- [Instructions for the task]
After locating the line that contains "M86 498V513L6 514V499Z" in the data below, set down exactly that line and each one after it through the line that contains "M484 735 485 751 460 752 461 736Z", and nothing more.

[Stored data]
********

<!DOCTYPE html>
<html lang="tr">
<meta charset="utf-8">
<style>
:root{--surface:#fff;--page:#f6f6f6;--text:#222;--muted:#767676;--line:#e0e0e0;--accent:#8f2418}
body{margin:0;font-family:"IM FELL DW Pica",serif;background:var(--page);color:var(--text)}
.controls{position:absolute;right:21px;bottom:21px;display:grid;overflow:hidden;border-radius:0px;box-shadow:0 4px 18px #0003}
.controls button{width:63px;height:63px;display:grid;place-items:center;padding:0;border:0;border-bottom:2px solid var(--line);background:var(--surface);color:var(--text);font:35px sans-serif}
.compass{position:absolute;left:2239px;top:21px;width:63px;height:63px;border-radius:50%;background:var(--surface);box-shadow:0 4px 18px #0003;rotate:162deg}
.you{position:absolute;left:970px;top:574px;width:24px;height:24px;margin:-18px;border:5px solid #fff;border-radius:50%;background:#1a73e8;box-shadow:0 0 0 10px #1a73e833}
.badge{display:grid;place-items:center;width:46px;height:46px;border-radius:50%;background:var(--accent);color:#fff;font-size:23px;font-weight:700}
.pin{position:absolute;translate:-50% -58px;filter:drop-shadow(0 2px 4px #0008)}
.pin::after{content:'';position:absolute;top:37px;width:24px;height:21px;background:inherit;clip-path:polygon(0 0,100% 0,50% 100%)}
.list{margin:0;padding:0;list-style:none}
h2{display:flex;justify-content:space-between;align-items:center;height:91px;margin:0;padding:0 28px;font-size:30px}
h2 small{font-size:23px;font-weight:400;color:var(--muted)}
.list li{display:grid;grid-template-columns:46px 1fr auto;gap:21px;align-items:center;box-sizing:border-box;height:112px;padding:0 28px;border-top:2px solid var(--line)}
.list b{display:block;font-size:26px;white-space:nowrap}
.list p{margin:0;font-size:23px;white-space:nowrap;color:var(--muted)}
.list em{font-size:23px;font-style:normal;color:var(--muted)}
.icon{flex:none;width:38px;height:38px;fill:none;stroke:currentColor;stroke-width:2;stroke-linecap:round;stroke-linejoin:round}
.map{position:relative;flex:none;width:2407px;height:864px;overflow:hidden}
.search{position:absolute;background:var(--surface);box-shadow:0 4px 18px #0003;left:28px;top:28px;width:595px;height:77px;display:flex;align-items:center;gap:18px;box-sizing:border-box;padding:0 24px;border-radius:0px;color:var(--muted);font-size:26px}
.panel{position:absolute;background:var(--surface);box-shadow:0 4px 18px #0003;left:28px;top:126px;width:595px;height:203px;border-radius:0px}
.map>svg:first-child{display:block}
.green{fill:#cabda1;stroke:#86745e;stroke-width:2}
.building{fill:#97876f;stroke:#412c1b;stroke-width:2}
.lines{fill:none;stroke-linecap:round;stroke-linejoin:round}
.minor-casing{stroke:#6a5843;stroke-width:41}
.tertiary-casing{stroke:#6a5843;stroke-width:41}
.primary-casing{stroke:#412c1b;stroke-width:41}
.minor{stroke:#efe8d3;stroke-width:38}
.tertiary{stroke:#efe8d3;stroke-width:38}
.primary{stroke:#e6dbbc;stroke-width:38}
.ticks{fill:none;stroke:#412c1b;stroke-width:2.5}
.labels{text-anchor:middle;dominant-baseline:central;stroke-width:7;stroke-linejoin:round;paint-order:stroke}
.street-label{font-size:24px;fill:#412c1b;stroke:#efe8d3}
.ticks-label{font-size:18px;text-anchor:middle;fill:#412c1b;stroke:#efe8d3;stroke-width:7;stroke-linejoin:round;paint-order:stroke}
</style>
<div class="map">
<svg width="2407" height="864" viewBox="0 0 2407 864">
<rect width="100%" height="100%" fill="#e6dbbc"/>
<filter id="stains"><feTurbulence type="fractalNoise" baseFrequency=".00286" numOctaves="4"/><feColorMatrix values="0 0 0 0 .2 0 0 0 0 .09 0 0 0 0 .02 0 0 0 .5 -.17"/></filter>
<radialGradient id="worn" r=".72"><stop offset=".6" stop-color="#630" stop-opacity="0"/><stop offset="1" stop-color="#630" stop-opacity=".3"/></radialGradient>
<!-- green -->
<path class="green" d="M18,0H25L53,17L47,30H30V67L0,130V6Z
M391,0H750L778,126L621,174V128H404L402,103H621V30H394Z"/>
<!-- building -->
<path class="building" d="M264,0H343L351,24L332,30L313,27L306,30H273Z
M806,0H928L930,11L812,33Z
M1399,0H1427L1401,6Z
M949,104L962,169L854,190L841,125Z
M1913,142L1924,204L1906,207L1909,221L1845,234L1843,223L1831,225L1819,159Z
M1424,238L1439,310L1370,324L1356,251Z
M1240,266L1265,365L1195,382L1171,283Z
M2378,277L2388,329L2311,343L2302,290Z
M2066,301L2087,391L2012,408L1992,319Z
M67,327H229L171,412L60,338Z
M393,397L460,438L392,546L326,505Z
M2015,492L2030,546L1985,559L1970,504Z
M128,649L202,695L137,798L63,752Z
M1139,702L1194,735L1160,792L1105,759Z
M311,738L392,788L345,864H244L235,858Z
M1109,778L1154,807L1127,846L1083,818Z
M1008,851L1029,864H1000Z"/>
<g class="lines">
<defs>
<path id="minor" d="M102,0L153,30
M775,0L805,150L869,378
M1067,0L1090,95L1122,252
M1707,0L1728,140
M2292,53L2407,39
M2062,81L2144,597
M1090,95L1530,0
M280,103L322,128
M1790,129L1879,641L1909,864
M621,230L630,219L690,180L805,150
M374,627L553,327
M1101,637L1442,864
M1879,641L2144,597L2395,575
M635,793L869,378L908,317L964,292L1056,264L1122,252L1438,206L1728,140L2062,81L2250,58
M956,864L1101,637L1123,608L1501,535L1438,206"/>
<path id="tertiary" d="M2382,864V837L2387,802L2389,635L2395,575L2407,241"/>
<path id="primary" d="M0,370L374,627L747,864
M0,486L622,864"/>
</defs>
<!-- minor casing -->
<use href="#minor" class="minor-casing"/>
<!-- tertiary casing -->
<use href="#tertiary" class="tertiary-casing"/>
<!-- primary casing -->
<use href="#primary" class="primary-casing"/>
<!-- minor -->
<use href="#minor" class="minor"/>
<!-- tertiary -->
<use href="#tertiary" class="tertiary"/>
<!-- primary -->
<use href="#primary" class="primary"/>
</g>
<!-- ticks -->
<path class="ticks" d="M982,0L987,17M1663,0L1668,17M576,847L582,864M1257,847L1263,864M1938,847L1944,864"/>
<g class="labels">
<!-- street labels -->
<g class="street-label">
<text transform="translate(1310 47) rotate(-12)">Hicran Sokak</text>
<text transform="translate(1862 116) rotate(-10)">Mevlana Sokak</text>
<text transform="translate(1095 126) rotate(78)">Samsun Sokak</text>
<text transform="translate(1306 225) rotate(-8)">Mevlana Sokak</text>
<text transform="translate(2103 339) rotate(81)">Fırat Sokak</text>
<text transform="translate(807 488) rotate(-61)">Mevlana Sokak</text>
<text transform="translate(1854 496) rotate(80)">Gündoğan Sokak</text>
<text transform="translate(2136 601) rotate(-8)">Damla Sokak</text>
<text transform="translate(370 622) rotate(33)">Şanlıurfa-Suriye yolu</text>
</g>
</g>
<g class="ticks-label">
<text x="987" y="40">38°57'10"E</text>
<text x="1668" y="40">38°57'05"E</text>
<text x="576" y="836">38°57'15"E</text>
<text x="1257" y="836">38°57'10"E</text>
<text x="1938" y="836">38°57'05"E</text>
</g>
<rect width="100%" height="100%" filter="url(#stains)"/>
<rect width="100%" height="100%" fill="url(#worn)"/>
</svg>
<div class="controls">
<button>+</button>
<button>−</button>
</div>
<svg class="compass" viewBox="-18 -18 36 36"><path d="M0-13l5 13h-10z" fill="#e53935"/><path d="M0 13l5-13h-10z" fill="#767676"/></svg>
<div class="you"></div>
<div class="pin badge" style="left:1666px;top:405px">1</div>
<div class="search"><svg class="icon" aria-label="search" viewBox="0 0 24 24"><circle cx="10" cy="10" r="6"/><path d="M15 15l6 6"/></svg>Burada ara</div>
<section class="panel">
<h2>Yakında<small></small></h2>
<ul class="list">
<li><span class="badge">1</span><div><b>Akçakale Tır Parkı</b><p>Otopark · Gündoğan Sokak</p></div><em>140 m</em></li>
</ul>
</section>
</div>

********

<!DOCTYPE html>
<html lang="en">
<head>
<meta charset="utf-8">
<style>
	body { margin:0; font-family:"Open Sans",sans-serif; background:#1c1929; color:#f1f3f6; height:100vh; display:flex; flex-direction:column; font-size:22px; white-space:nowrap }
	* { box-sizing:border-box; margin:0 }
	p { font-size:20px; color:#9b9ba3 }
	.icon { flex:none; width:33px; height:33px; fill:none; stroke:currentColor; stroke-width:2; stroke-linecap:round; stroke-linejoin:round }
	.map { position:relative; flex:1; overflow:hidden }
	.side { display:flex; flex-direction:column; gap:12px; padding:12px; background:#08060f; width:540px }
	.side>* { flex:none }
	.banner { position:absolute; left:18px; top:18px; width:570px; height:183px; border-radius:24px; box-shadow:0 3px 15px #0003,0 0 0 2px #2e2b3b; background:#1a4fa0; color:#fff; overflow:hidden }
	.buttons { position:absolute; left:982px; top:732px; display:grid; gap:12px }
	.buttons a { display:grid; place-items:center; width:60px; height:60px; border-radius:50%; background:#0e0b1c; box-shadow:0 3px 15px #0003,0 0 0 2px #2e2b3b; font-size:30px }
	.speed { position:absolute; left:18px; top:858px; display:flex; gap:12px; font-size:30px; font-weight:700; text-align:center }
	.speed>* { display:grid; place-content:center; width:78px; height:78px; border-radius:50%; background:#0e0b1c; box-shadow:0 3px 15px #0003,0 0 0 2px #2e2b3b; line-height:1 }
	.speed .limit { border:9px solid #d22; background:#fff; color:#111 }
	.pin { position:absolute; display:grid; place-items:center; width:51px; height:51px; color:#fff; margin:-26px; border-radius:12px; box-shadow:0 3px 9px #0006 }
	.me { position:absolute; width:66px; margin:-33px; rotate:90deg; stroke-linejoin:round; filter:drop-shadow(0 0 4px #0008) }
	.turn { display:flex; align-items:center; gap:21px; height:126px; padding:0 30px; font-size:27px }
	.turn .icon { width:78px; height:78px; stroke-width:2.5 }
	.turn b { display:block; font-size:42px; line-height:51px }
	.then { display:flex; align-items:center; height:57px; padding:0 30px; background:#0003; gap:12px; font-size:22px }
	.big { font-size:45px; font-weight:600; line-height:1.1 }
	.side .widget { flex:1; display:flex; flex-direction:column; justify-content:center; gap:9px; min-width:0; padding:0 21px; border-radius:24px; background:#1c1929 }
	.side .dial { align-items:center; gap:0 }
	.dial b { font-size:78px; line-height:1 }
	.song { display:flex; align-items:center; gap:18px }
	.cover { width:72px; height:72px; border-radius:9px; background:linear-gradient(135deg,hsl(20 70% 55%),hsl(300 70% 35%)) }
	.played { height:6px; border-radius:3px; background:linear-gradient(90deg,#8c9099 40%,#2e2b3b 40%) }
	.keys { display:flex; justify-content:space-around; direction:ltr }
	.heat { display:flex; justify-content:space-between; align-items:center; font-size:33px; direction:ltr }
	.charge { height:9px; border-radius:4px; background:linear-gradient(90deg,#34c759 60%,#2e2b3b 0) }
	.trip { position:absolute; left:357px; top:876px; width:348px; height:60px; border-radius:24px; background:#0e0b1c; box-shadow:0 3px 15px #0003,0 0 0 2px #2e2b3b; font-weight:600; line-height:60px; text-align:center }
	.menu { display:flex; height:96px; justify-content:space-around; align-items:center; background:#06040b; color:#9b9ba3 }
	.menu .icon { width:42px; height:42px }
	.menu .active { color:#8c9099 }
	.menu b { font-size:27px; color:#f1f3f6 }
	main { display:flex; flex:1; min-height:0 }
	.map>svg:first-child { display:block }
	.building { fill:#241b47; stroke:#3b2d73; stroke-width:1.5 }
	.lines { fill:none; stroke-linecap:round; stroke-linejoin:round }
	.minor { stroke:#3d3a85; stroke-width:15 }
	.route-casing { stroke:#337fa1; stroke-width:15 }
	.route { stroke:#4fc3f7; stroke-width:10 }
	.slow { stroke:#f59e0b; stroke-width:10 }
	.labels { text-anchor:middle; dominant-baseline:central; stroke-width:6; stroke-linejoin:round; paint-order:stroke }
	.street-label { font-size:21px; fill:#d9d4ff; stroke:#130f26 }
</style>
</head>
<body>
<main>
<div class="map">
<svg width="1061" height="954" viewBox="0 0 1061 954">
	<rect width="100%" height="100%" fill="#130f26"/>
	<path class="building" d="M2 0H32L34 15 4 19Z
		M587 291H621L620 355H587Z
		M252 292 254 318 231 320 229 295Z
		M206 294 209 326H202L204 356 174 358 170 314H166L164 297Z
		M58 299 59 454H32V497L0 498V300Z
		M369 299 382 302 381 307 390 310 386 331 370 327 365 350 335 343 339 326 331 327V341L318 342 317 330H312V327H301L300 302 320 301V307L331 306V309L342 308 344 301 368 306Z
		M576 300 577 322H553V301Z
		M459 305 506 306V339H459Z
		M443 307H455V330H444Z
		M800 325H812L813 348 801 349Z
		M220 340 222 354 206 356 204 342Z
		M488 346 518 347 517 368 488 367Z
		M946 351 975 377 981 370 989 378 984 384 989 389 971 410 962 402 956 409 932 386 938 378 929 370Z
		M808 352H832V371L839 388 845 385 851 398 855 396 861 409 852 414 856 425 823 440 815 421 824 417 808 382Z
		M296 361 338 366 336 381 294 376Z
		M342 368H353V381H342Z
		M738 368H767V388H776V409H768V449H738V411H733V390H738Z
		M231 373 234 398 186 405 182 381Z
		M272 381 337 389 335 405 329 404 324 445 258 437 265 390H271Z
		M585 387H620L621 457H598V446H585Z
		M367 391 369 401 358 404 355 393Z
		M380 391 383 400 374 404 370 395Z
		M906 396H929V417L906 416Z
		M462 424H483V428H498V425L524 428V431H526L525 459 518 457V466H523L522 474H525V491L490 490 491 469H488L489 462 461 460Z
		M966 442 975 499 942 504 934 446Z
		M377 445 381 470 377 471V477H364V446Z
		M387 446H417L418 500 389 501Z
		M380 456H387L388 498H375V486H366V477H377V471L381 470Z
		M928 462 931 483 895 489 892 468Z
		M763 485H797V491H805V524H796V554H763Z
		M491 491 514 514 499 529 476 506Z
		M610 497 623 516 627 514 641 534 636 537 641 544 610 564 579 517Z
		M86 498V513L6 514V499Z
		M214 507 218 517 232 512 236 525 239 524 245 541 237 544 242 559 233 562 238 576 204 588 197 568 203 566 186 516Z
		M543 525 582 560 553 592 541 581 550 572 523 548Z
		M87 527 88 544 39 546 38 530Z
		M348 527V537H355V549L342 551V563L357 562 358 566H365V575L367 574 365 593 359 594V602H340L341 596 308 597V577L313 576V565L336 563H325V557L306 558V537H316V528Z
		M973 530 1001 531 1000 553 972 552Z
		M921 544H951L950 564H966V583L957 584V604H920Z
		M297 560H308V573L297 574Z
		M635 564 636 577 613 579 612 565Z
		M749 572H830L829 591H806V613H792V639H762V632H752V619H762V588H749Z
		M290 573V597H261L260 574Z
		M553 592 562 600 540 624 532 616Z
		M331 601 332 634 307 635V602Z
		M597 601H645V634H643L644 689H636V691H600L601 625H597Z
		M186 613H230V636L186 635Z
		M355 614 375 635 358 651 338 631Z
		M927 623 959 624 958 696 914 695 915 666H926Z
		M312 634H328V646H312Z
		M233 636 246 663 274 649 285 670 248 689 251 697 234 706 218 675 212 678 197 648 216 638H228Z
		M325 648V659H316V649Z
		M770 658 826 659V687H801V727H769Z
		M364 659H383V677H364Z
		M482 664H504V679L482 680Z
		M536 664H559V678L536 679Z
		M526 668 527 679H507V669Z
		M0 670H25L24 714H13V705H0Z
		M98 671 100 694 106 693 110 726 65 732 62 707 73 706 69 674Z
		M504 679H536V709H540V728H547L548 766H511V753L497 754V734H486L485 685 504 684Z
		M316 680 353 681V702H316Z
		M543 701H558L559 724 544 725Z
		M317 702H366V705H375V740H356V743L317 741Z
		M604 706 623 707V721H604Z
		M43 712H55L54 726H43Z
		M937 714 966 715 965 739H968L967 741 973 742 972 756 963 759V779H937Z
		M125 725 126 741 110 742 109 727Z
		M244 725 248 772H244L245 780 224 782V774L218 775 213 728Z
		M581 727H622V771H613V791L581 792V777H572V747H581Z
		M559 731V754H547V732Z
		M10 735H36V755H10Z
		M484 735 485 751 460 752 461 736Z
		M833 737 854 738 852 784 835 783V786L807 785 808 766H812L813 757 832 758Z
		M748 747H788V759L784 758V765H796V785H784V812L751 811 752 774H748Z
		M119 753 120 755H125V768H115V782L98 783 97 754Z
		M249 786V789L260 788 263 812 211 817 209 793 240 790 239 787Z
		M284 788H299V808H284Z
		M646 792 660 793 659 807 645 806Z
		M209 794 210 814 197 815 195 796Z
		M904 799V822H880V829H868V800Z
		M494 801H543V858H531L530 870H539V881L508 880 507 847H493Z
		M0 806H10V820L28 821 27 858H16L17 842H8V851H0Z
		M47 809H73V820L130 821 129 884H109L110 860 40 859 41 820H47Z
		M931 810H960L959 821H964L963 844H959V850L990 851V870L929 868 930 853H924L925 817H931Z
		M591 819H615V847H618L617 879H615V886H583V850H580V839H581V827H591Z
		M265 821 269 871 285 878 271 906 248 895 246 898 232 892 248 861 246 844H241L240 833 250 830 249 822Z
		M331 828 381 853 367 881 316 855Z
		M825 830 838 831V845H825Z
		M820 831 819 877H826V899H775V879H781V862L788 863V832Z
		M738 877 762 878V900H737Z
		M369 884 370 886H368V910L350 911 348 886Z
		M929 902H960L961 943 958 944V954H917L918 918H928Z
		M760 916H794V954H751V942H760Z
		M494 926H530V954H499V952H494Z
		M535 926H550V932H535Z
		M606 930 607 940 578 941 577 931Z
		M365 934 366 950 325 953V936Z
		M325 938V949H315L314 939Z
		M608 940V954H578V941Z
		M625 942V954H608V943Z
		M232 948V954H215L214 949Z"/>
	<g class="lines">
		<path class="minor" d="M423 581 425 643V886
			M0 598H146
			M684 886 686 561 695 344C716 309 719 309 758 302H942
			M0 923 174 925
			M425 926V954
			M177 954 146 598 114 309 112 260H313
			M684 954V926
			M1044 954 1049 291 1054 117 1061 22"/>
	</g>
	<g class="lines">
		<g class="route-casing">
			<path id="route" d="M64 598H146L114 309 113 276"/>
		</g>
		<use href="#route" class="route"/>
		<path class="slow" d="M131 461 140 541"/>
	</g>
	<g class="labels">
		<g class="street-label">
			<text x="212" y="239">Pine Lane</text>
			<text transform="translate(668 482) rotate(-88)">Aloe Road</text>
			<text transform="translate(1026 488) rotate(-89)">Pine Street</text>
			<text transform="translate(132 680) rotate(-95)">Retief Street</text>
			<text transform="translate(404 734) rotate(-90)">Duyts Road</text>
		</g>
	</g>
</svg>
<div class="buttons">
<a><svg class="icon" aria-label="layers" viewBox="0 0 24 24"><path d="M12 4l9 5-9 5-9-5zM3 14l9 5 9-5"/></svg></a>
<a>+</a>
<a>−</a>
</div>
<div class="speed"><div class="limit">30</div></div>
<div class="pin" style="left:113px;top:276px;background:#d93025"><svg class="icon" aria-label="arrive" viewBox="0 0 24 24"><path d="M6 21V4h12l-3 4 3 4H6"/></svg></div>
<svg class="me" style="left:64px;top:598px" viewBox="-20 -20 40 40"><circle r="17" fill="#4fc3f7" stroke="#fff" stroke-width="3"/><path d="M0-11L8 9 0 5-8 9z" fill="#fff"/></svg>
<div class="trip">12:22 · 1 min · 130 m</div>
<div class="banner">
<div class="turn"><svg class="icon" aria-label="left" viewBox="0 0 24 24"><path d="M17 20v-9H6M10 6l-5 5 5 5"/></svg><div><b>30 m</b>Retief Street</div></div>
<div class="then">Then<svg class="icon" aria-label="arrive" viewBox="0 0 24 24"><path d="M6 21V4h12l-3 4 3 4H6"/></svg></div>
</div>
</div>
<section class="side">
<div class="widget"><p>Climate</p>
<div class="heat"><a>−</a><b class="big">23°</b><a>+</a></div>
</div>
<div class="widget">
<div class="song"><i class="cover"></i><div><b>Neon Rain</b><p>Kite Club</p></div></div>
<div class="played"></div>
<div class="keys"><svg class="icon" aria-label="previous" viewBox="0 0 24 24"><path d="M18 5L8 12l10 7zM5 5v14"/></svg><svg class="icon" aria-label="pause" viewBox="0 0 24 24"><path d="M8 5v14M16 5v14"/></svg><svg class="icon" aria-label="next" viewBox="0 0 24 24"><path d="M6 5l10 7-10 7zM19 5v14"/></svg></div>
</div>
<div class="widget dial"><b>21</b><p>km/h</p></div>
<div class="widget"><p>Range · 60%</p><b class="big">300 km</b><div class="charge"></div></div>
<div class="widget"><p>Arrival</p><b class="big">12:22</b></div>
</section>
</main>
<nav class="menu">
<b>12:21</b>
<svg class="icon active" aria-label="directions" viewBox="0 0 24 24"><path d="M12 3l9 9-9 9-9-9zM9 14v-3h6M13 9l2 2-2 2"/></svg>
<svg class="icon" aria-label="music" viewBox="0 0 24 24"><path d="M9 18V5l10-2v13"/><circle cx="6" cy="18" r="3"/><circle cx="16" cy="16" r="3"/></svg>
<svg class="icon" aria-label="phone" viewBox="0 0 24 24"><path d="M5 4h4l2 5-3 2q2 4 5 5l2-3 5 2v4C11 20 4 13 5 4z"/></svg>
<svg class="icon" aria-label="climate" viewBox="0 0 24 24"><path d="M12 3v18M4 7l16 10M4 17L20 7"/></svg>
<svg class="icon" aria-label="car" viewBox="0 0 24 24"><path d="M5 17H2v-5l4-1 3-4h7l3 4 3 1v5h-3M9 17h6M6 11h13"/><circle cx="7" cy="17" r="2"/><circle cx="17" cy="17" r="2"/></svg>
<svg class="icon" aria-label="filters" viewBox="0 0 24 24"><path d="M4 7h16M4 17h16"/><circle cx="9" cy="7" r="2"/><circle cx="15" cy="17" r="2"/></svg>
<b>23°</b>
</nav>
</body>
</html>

********

- [Task response]
		M86 498V513L6 514V499Z
		M214 507 218 517 232 512 236 525 239 524 245 541 237 544 242 559 233 562 238 576 204 588 197 568 203 566 186 516Z
		M543 525 582 560 553 592 541 581 550 572 523 548Z
		M87 527 88 544 39 546 38 530Z
		M348 527V537H355V549L342 551V563L357 562 358 566H365V575L367 574 365 593 359 594V602H340L341 596 308 597V577L313 576V565L336 563H325V557L306 558V537H316V528Z
		M973 530 1001 531 1000 553 972 552Z
		M921 544H951L950 564H966V583L957 584V604H920Z
		M297 560H308V573L297 574Z
		M635 564 636 577 613 579 612 565Z
		M749 572H830L829 591H806V613H792V639H762V632H752V619H762V588H749Z
		M290 573V597H261L260 574Z
		M553 592 562 600 540 624 532 616Z
		M331 601 332 634 307 635V602Z
		M597 601H645V634H643L644 689H636V691H600L601 625H597Z
		M186 613H230V636L186 635Z
		M355 614 375 635 358 651 338 631Z
		M927 623 959 624 958 696 914 695 915 666H926Z
		M312 634H328V646H312Z
		M233 636 246 663 274 649 285 670 248 689 251 697 234 706 218 675 212 678 197 648 216 638H228Z
		M325 648V659H316V649Z
		M770 658 826 659V687H801V727H769Z
		M364 659H383V677H364Z
		M482 664H504V679L482 680Z
		M536 664H559V678L536 679Z
		M526 668 527 679H507V669Z
		M0 670H25L24 714H13V705H0Z
		M98 671 100 694 106 693 110 726 65 732 62 707 73 706 69 674Z
		M504 679H536V709H540V728H547L548 766H511V753L497 754V734H486L485 685 504 684Z
		M316 680 353 681V702H316Z
		M543 701H558L559 724 544 725Z
		M317 702H366V705H375V740H356V743L317 741Z
		M604 706 623 707V721H604Z
		M43 712H55L54 726H43Z
		M937 714 966 715 965 739H968L967 741 973 742 972 756 963 759V779H937Z
		M125 725 126 741 110 742 109 727Z
		M244 725 248 772H244L245 780 224 782V774L218 775 213 728Z
		M581 727H622V771H613V791L581 792V777H572V747H581Z
		M559 731V754H547V732Z
		M10 735H36V755H10Z
		M484 735 485 751 460 752 461 736Z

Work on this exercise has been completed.